Interpreting the results of a Least Squares Fit

In our introduction to plotting we introduced the parameter \(\chi^2\):

\begin{equation}\label{eq:weighted} \chi^2 = \underset{m,b}{\mathrm{min}} \sum_{i=1}^{n} \left(\frac{y_i - (mx_i+b)}{\delta y_i}\right)^2 \end{equation} Here, \(\chi\) is the Greek letter “chi” (pronounced like “Kai”).

In particular we defined a weighted least squares fit as one that adjusted the fit parameters to minimize this quantity.

Now that you’ve performed a fit, the next question is how to interpret the results.
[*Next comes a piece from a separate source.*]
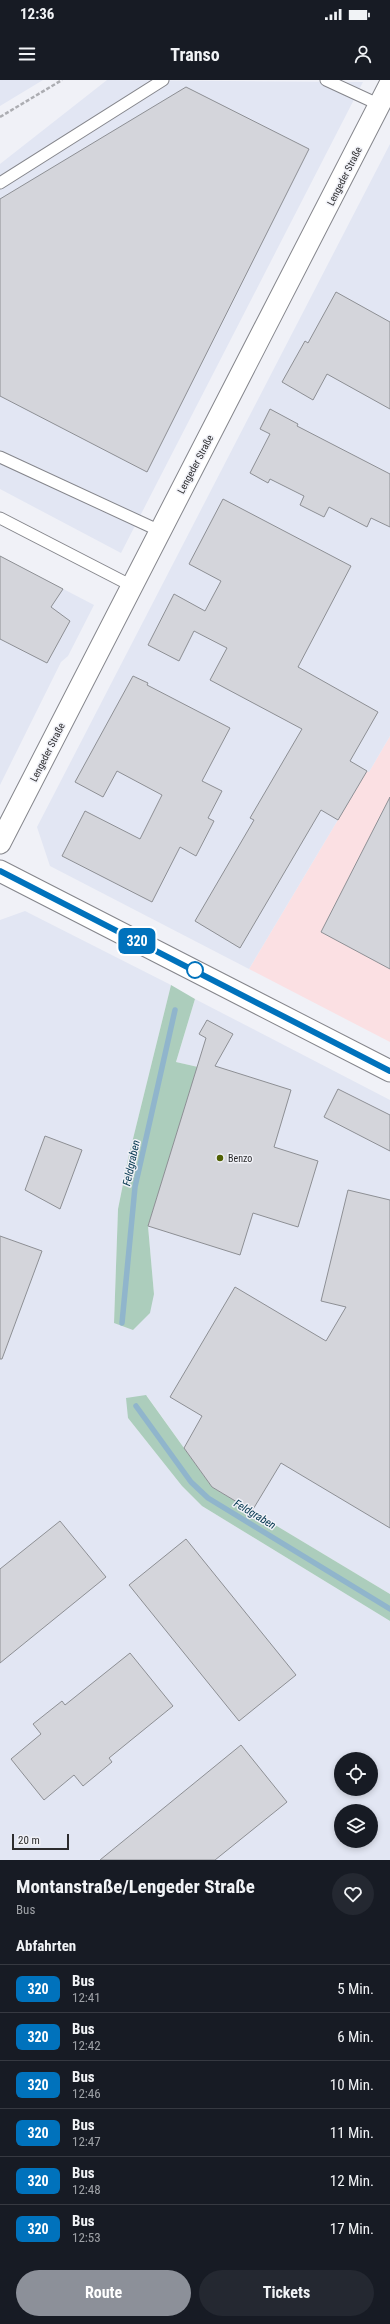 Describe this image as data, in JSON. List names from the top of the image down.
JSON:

1. Uncertainties in the fitted slope and intercept

The provided fitting script is a weighted curve-fitting script that can fit either a horizontal line whose value is determined by the data, a line in which the slope and intercept are determined by the data, or a quadratic function whose coefficients are determined by the data, depending on the settings. The script also provides an estimate of the uncertainty for each of the fit parameters. The uncertainties of the fit parameters are determined from the error bars and from how scattered the data are about the fit line (or curve in the case of the quadratic fit).

2. Plot of residuals

In addition to plotting the line or parabola that minimizes \(\chi^2\), the script outputs a second plot of residuals above the main graph. The residuals are the vertical difference between each data point and the fit function; in other words, the residual for the \(i\)th data point is \(y_i - f(x_i)\). The residuals are plotted with the same error bars as the original data points. A residuals plot like this can be particularly useful when the random variations and error bars are too small to see properly on the vertical scale of the main plot. An example is shown below.

residuals_example

When evaluating the quality of a fit, check that data points typically fall about one error bar away from the curve; if you have a large number of data points, you can check that roughly two-thirds of them are within one error bar of the curve. Also be on the lookout for any trend or curvature in the pattern of the residuals, which might suggest that your fit function does not match the trends in your data.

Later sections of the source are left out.